__Saved data entries__.
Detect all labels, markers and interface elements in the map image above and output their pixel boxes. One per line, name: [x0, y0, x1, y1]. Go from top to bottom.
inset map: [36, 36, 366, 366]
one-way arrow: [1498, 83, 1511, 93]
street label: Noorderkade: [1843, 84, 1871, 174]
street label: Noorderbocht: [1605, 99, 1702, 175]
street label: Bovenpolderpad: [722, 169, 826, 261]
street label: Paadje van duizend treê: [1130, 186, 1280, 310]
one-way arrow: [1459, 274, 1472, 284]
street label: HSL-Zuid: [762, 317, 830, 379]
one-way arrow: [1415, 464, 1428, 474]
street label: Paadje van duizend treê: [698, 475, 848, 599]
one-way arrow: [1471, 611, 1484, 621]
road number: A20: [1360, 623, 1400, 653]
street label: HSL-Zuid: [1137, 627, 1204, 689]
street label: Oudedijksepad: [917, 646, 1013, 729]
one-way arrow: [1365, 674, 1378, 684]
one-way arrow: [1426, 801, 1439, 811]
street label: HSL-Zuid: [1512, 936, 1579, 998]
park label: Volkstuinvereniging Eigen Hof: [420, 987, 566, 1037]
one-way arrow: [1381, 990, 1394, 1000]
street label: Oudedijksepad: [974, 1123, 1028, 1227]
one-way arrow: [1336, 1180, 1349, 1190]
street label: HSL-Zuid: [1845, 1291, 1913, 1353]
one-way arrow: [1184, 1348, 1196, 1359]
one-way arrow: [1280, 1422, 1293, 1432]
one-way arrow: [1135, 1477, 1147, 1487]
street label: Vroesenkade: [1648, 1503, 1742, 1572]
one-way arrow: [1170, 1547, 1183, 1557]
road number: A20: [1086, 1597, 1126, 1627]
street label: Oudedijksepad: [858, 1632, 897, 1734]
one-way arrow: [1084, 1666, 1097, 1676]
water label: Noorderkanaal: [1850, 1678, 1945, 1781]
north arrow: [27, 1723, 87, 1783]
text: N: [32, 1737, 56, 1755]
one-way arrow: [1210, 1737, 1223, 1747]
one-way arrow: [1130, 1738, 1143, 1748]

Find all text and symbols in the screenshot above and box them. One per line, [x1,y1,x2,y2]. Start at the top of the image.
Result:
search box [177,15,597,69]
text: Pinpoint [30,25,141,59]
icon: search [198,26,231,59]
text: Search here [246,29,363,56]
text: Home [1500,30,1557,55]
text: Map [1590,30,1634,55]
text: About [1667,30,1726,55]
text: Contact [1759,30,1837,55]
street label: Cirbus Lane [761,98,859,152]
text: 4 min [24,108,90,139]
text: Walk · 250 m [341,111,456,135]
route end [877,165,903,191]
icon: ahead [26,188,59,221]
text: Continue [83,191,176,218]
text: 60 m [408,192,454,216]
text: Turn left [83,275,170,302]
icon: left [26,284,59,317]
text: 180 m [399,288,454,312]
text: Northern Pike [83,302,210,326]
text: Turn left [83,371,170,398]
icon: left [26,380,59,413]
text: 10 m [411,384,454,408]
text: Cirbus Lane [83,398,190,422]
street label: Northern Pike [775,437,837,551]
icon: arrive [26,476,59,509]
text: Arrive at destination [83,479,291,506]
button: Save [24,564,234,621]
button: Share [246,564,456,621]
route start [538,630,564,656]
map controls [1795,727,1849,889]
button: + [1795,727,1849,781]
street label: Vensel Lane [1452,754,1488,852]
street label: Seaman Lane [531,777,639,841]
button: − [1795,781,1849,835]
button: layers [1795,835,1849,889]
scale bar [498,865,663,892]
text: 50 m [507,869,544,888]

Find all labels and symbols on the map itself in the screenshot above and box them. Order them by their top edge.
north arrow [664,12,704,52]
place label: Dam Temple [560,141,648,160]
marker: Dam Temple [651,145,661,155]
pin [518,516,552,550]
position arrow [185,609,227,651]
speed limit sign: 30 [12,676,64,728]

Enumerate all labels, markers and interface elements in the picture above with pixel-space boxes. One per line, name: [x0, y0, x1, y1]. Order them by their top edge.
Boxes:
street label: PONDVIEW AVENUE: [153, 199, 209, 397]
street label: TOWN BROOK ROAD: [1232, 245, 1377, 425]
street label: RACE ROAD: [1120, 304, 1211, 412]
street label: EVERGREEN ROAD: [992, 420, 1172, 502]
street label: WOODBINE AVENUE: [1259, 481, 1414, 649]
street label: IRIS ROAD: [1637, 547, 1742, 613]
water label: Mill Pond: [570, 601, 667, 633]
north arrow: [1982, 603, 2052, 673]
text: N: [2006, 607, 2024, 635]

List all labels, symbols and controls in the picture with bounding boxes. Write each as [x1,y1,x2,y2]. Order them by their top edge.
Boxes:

__ASSIGNMENT__.
Start copying at the line that contains "Enumerate all labels, markers" and stop after the last line of the records, keeping every line exactly.

__RESULT OF THE TASK__.
Enumerate all labels, markers and interface elements in the picture above with pixel-space boxes. One per line, name: [x0, y0, x1, y1]. Order them by their top edge.
Boxes:
street label: PONDVIEW AVENUE: [153, 199, 209, 397]
street label: TOWN BROOK ROAD: [1232, 245, 1377, 425]
street label: RACE ROAD: [1120, 304, 1211, 412]
street label: EVERGREEN ROAD: [992, 420, 1172, 502]
street label: WOODBINE AVENUE: [1259, 481, 1414, 649]
street label: IRIS ROAD: [1637, 547, 1742, 613]
water label: Mill Pond: [570, 601, 667, 633]
north arrow: [1982, 603, 2052, 673]
text: N: [2006, 607, 2024, 635]

List all labels, symbols and controls in the picture with bounding boxes. Write each as [x1,y1,x2,y2]. Order them by their top edge.
Boxes:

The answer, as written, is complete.